Und ja, mein inneres Kind ist tief verletzt und traurig*.

Ruth hat mir einen bzw. gleich einige wichtige Impulse gegeben, auch wenn ich vorab nicht mal wusste, dass ich sie gerade brauche.

Nicht Schuld begleitet mich, sondern Trauer

Trauer… die tiefe Trauer darüber, dass ich so viel vermurkst habe.

Die tiefe Trauer darüber, dass es so ist wie es ist.

Es ist nicht schön diese Trauer zu fühlen, denn es tut schlichtweg weh.
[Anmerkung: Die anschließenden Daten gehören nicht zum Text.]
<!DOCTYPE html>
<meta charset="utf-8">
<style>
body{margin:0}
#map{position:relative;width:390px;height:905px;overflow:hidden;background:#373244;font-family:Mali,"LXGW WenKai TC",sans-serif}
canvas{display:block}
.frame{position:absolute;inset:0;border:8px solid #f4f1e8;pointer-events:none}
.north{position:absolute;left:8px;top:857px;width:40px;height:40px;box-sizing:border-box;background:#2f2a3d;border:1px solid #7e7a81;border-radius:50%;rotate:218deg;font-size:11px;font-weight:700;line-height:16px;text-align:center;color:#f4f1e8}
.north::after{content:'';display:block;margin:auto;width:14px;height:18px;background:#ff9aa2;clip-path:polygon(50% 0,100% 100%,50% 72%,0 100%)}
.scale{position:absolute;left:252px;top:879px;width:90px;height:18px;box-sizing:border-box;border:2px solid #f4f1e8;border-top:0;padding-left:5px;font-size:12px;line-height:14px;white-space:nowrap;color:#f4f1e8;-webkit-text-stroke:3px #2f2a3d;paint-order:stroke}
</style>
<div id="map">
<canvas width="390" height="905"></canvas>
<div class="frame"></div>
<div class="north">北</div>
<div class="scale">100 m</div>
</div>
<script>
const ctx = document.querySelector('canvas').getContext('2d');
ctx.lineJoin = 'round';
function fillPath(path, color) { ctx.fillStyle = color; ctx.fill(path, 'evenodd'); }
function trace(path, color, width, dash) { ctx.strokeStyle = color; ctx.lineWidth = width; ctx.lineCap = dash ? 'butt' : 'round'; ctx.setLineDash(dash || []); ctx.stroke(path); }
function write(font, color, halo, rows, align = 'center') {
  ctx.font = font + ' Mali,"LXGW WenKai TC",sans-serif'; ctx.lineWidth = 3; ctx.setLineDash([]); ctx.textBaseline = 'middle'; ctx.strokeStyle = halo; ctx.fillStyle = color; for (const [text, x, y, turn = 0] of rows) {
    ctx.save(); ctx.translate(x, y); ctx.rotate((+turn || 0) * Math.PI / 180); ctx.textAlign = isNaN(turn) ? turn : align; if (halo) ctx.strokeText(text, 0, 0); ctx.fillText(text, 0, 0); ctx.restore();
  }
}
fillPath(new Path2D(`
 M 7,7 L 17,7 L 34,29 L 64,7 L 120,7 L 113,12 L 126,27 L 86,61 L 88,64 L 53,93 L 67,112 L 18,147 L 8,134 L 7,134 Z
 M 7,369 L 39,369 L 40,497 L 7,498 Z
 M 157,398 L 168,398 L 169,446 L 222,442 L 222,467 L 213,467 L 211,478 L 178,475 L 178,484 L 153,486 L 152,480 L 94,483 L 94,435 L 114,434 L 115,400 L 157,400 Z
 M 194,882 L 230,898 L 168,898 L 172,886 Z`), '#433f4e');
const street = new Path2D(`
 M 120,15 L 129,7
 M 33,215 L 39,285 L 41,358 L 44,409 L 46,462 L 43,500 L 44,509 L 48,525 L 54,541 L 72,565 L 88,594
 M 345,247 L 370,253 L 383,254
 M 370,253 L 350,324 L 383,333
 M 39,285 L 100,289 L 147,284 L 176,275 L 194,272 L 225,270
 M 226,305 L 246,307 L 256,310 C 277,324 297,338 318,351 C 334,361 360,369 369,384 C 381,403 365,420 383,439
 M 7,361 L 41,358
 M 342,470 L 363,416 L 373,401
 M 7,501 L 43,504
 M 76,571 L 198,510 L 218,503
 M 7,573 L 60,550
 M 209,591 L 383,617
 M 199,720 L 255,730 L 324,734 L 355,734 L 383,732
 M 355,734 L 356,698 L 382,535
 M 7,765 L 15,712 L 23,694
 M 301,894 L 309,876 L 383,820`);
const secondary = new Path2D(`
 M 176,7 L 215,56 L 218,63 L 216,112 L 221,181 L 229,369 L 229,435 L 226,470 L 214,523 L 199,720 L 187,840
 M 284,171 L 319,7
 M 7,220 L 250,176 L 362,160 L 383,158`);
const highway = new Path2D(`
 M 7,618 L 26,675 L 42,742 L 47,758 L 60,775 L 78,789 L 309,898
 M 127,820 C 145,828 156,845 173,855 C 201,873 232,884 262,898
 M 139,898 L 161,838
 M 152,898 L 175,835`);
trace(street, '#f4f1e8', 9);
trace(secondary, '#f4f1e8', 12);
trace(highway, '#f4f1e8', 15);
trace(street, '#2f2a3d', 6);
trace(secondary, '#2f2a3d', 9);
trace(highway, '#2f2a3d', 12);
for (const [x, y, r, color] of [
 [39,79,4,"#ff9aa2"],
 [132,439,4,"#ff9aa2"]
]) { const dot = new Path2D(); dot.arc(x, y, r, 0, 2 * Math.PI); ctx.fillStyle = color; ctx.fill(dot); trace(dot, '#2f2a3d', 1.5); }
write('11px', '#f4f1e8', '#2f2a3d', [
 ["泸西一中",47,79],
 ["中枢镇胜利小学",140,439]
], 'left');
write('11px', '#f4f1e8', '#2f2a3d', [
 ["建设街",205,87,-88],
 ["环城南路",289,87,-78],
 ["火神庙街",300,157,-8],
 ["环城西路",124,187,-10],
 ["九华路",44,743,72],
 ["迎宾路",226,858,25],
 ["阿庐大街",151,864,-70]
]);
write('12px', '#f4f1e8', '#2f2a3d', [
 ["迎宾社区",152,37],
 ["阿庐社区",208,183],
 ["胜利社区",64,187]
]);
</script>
Ganz tief im Herzen, tut es weh – denn es ist mein Kind – nicht nur meine Tochter – sondern auch mein inneres Kind, das verletzt wurde.

Die Jahre sind nicht umkehrbar – Sie SIND

Gerne würde ich abschließend etwas Positives sagen. So etwas wie: „Ich hab mein Bestes gegeben“ oder: „Ich kann jetzt ja alles besser machen“.
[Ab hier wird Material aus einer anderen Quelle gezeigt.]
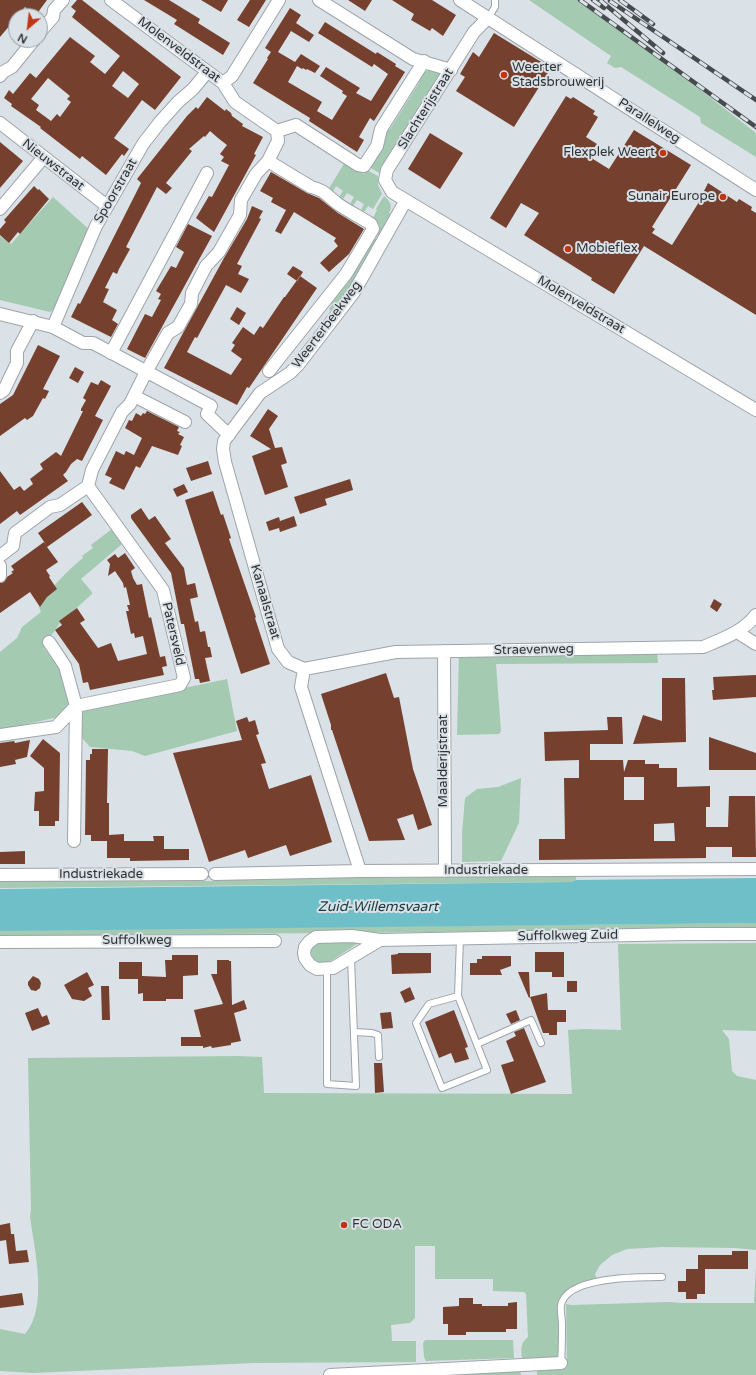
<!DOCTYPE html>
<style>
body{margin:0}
#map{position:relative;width:756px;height:1375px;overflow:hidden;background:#dae1e7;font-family:"Varela Round",sans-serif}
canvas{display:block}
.north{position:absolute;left:8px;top:8px;width:40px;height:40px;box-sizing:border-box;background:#dae1e7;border:1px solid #969ba0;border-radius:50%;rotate:208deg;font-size:11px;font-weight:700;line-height:16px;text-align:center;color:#303335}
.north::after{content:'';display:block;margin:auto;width:14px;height:18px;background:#c03613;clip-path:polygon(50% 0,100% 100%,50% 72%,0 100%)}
</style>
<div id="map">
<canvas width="756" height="1375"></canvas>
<div class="north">N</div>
</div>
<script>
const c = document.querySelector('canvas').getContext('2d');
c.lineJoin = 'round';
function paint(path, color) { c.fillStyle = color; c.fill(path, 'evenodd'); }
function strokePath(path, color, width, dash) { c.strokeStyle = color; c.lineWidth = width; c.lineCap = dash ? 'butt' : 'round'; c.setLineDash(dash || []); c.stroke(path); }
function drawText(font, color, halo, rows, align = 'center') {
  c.font = font + ' "Varela Round",sans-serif'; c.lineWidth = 4; c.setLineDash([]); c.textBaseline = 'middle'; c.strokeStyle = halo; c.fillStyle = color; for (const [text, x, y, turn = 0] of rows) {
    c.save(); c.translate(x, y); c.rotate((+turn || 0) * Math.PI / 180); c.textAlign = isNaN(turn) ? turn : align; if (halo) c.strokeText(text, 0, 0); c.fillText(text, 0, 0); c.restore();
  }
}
paint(new Path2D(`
 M529,0H577L654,54L756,133V157L701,123L700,117L621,67L615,68L607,63L611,56Z
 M433,69L442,73L381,174L369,167L384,142L385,130L390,129L419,83L418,78L422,73Z
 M345,162L364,174L367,170L378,176V185L382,194L373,209L368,206L364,212L361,210L364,204L357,200L353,206L350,204L354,197L347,193L343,199L339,197L343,191L336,186L332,193L328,190Z
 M384,196C390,201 393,206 389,213L392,215L380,236L376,234C383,223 378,226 373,218L377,210L376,209Z
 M53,197L92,232L55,308L50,312L0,300V236L11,244Z
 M374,238L377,240L350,288L333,312L329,309L332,305L331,300Z
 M112,529L122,544L81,579L92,592V594L60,623L46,643L44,648L60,670L70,704L63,716L0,730V652L17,638L22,627L41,612L39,607C49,589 67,571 83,558L82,556L93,548L91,545Z
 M657,653L658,663L496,664L501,731L499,734L457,735L459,654Z
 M227,679L237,731L145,756L132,751L90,747L82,738L79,716L85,709Z
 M521,778L519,823L501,861L462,862V833L465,798L477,789L498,787Z
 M576,876V880L571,882L0,888V881L199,879L200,881H217L218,879Z
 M756,923V929L0,936V930Z
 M360,942L329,962L323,964L317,963C310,954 307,947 320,943Z
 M756,943V1031L722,1030L729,1039L732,1071L737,1076L756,1080V1250L735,1248L662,1247L627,1249L612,1255L600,1265L595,1274L597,1279L577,1284L568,1290L561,1300L559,1358H522C521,1348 520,1344 528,1337L526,1294L524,1292L493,1291V1279H435V1246H415V1318L410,1323L391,1325L392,1341H416V1362L254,1363L33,1373L0,1371V1329L25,1334C49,1306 34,1249 30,1216L31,1210L28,1058L237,1056L262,1057L264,1093L572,1094L568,1030L584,1029L621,1030L618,944Z
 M756,1267V1375H537V1369L567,1368L566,1304L571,1305L668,1302L683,1303H754Z
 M425,1340H513L514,1358L426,1361L424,1357L423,1343Z
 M520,1369L521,1375H366Z`), '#a4cab1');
paint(new Path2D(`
 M756,878V923L0,931V889L571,882L576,880Z`), '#6fbfc9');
paint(new Path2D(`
 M0,0H47L36,15L25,7L18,16H16V18L0,37Z
 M77,0H82L181,77L155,110L142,100L114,138L129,149L124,156L122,154L106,175L82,156L80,159L40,128L41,127L11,106L12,104L4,98L9,90L13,94L30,73L36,78L70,37L95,56L90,62L105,74L120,56L72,17L76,11L71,7ZM123,71L139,84L128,98L112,86ZM48,78L70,96L67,99L71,102L60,117L57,114L51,121L36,110L39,105L31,99Z
 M144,0H169L200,19L198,23L230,43L223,55L174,24L177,20Z
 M201,0H228L221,12Z
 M250,0H266L249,27L237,20Z
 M348,0H372L365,11Z
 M392,0H432L456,15L443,36L432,28L430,31L411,20L414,14Z
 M290,8L301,15L296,23L314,35L309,42L291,31L278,52L295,62L301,54L320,66L315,73L307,69L306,70L303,68L302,69L297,66L288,82L322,102L317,111L332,120L347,96L342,93L343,91L320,76L326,67L360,88L356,93L371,101L388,74L374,64L372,67L318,33L325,22L376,54L377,52L396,64L395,66L405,72L374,121L370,118L359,137L364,140L357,152L309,121L310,118L253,83L268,59L267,58L271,52L265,48Z
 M494,33L551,68L514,127L456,91L465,77L460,74L473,52L479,57Z
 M566,96L571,99L573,97L595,111L593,114L598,117L586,137L597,144L591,152L593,159L609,169L634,130L691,165L652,227L655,229L652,233L672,245L704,194L703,193L708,183L737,202L739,199L752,207L751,210L756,213V315L644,246L614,294L591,280L592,278L524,235L539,213L521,203L506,228L490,218Z
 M207,97L225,111L226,109L231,113L232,116L243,124L242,126L263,137L254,154L256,155L214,232L196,218L209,196L212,197L229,165L221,161L224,157L220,154L227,145L218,138L210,131L205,137L204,136L189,149L192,151L166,183L172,188L166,194L157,187L126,247L130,249L119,269L117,274L113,272L105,288L109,289L103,302L117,310L112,320L118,324L111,337L71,317L78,303L80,304L141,183L137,179L187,116L196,107L198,109Z
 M430,133L463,153L440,189L408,169Z
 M0,142L23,161L0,188Z
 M271,172L307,193L319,198L338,213L364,229L349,254L329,272L320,263L338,246L334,241L336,238L294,212L281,234L275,231L286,210L271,202L273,198L260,191Z
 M34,186L38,190L39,189L49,199L20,234L18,232L9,243L0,235V229L6,222L4,220Z
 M252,206L263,211L259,218L261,219L237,264L242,266L238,274L249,279L241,293L226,285L197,338L195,337L187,352L231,375L242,359L231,351L235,345L232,343L243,327L254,335L260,326L263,328L284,297H285L300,276L317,288L249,388L247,387L237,405L164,368L224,258L247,219Z
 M188,224L212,236L145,358L127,349L145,314L152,317L161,300L158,299L161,294L156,291L171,266L176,268L184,252L176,247Z
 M293,266L303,272L297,281L287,274Z
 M237,307L246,313L239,325L230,319Z
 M38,345L60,356L43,389L49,391L45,399L43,398L33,416L27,420L25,418L0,436V404L13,395Z
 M75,367L84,372L78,383L69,378Z
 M101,380L111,386L95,416L103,420L82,461L77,459L71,464L66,472L63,475L68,481L20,515L17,511L0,524V471L14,490L20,486L24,491L33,484L30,479L43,469L40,464L56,452L61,456L83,411H81V409L86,400L83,398L91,382L98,385Z
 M268,409L278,416L269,429L275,448L282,447L287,463L281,465L288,487L265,495L252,456L271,449L250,436Z
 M147,411L179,427L177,431L180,432L178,434L184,437L180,445L182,446L178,455L152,446L140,468L136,466L124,490L109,483L112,478L105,475L116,451L124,455L126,451L134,455L142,438L125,428L129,420L132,421L136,413L141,416L143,413L145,414Z
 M208,461L212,474L191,481L186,468Z
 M350,479L353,490L325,499L327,505L300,514L294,497Z
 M184,484L188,492L177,497L173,489Z
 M213,491L221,515L223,514L231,538L229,539L256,617L255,618L270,664L241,674L185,500Z
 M82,502L92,515L47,547L58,562L46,570L50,576L49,577L57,589L47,597L40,607L30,592L0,613V583L4,582L7,577L13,573L11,572L14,570L11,566L44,542L47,546L38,533Z
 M141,508L149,520L155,516L171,539L165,543L184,568L187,585L195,583L198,597L190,599L195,622L198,621L200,632L205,631L208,647H210L212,657L205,658L210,681L200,683L199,679H195L184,624H181L171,573L131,518V515Z
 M294,516L297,526L280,532L279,528L269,531L266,522L279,517L280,521Z
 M125,553L135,568L131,571L133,578L137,585L142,584L149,618L151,617L160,657L165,656L167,666L162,667L164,675L90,690L88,682L83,683L79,664L55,630L62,625L59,621L77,608L85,620L80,623L98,648L111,643L118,661L147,654L143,636L135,638L134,633L131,634L126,611H129L127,605H130L126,587L124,588L123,583L115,571L108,576L110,564L107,560L115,554L118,558Z
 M714,599L722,604L717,612L710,607Z
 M386,673L394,698L399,697L413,769L432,825L418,830L413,814L397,819L405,840L369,841L332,730H331V725L321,694Z
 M756,675V697L713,700L712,690H714L713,677Z
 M662,678H685L686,742L633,744L643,715L662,721Z
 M247,717L249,722L255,720L259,734L256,735L266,763L261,764L269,789L311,775L332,842L290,856L286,845L248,858L245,850L209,862L173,753L242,740L236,721Z
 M607,717H622L623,744H590V760H623L624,772L628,760H645V764H659V768H677V787L710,786V807H706V827H728L729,796H755L756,857H732V847H706V858L539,860V839H565L564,778H579V760L545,761L544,732L608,730ZM624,777H644V800H624ZM674,823L675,841H654V824Z
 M709,737L756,753V770H709Z
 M43,739L60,753L59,821H55V826H39V811H34L35,792L44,791V768L30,756Z
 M30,740L27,757L15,760L16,764L0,767V743L14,741L15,743Z
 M92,749H108L107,803H109V835L124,834V841H154L153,836H164V849H189V860L130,861V858H107V841H91V835H85L86,760H90V754H92Z
 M25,851V864H0V852Z
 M535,952H564V977H552V972H535Z
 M398,953H431V973L392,974L391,955L398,954Z
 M172,955H198V975L183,976V999H166V1001H143V993L138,994V979H119V962H142V976L166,977L165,960H172Z
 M482,956H511V966L500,970L502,975H470V963H477V959H482Z
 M217,960H229V961H231L232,1005L244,1000L247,1009L234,1013L241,1041L231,1043V1045L212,1048L211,1046L203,1048V1046H181V1037H201L194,1010L223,1004L211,974H217Z
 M87,972L94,985L88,988L92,996L84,1001L72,999L64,985Z
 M518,972H529L530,997L547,993L548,1010H566V1022H557V1035H549V1033H543L530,997L529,998Z
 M33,976L39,979L41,983L40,988L36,991L31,990L28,985V982Z
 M567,981H577V992H567Z
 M101,986H109L110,1020H102Z
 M410,987L415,999L405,1003L400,992Z
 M38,1008L42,1017L47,1015L50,1024L32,1031L25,1013Z
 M454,1010L468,1047L465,1048L469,1059L455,1063L451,1053L439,1058L425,1022Z
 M516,1010L520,1020L511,1024L506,1014Z
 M391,1012L393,1028L382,1029L380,1013Z
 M524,1028L546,1082L511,1094L501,1065L514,1061L506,1041L516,1036L514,1032Z
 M374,1063H382L384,1092L375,1093Z
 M10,1223L11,1234H14L16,1251L27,1250L29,1262L9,1264L6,1240L0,1241V1225Z
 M732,1251H748V1269H705V1294H697V1299H686V1292H678V1281H686V1269H698V1255H732Z
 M22,1293L24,1305L0,1308V1296Z
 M459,1298H473V1304H482V1306H508V1303L517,1302V1329H506V1332H466V1335H448V1324H443V1307L459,1306Z`), '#76402f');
const lane = new Path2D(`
 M488,18L495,7V0
 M327,968V1084L356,1086L351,958
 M458,996L429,1004L416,1023L442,1088L487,1070L458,996L460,938
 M354,1032L372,1033L378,1035L379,1057
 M477,1044L531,1020L541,1043
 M561,1363C562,1350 562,1337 562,1324C562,1318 560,1311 561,1305C567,1276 639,1277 662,1277`);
const street = new Path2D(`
 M111,0L223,83L235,102L277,131L296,125L358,165L364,166L377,146L381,129L424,61
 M319,0L413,59L451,70
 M460,0L756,190
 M488,18L474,32L387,170L385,180L392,192L756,410
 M40,32L53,17L54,10L63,0
 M0,76L3,72L12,67L34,40
 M223,83L232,76L279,0
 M0,123L107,206
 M268,161L311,187C325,190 327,196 338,204C348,211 360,217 371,224L373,229L346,274L269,371
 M0,209L43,158
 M0,314L53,327L83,343H93L211,406L207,414L229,435
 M53,327L96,226L143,144L160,122L178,102L193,89L207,72
 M111,353L207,173
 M0,393L4,390L17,363V351L33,321
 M134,396L185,422
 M0,556L13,546L15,533L50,507L60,505L88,486L92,470L122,412L130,404L146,372L168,333L178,327L191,304L192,293L206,266L219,252L240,215L241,200L256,174L268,161L278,141L277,131
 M0,566V576
 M737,632L756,644
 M49,642L65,666L76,706L74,841
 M444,651L445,871
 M304,669L288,662L278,649L225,462L223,449L224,441L260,393L290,373L298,365L354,292L406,200
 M304,669L396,652L703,647C722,639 743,632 756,615
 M304,669L301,687L360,871
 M0,735L56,727L76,706L180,685L184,678L163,590L88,486
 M215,874L360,871L756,869
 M0,875L202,874
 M380,940L333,968L317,969L310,965L305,958L304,953L305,947L309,942L316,937L352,936L380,940L685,934H756
 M0,942L275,941
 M330,1375L561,1363`);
strokePath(lane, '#9ea4aa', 8);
strokePath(street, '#9ea4aa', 14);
strokePath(lane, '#fff', 6);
strokePath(street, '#fff', 12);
const rail = new Path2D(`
 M580,0L756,127
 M593,0L604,8
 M600,0L663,53
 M620,0L653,24
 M610,1L756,100`);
strokePath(rail, '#474b4e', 4.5);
strokePath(rail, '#dae1e7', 3, [9]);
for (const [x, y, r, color] of [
 [504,75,4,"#c03613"],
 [663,153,4,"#c03613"],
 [723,197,4,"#c03613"],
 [568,249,4,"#c03613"],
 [344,1225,4,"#c03613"]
]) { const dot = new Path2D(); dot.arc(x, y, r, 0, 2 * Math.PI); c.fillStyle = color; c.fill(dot); strokePath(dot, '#dae1e7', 1.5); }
drawText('13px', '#303335', '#dae1e7', [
 ["Molenveldstraat",179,50,37],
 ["Slachterijstraat",426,109,-58],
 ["Parallelweg",649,121,33],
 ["Nieuwstraat",53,165,38],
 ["Spoorstraat",116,191,-60],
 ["Molenveldstraat",581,305,31],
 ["Weerterbeekweg",327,325,-53],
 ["Kanaalstraat",265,602,74],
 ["Patersveld",173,634,77],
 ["Straevenweg",534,650,-1],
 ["Maalderijstraat",444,761,-90],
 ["Industriekade",486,871],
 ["Industriekade",101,875],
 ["Suffolkweg Zuid",568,936,-1],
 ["Suffolkweg",137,941]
]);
drawText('13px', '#303335', '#dae1e7', [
 ["Weerter",512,68],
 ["Stadsbrouwerij",512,83],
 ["Flexplek Weert",655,153,"right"],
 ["Sunair Europe",715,197,"right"],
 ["Mobieflex",576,249],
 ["FC ODA",352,1225]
], 'left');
drawText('italic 14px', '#143b3f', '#dae1e7', [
 ["Zuid-Willemsvaart",378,907]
]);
</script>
Aber fürs Erste ist da einfach nur die Trauer. Und die darf fließen und SEIN.


Was macht der Text mit dir? Hast du ähnliche Gefühle?


Ich bewundere alle Menschen, die ihre Kinder einfach SEIN lassen.

Begleiten statt Erziehen, das wünsch ich mir.



Und passend zum Thema „Fluss“ war ich heute im Wald spazieren und habe den Schnee beobachtet, wie er taute und wieder zu Wasser wurde. Es war neben all diesen Gefühlen sehr erdend und reinigend.

Video: Der Schnee taut…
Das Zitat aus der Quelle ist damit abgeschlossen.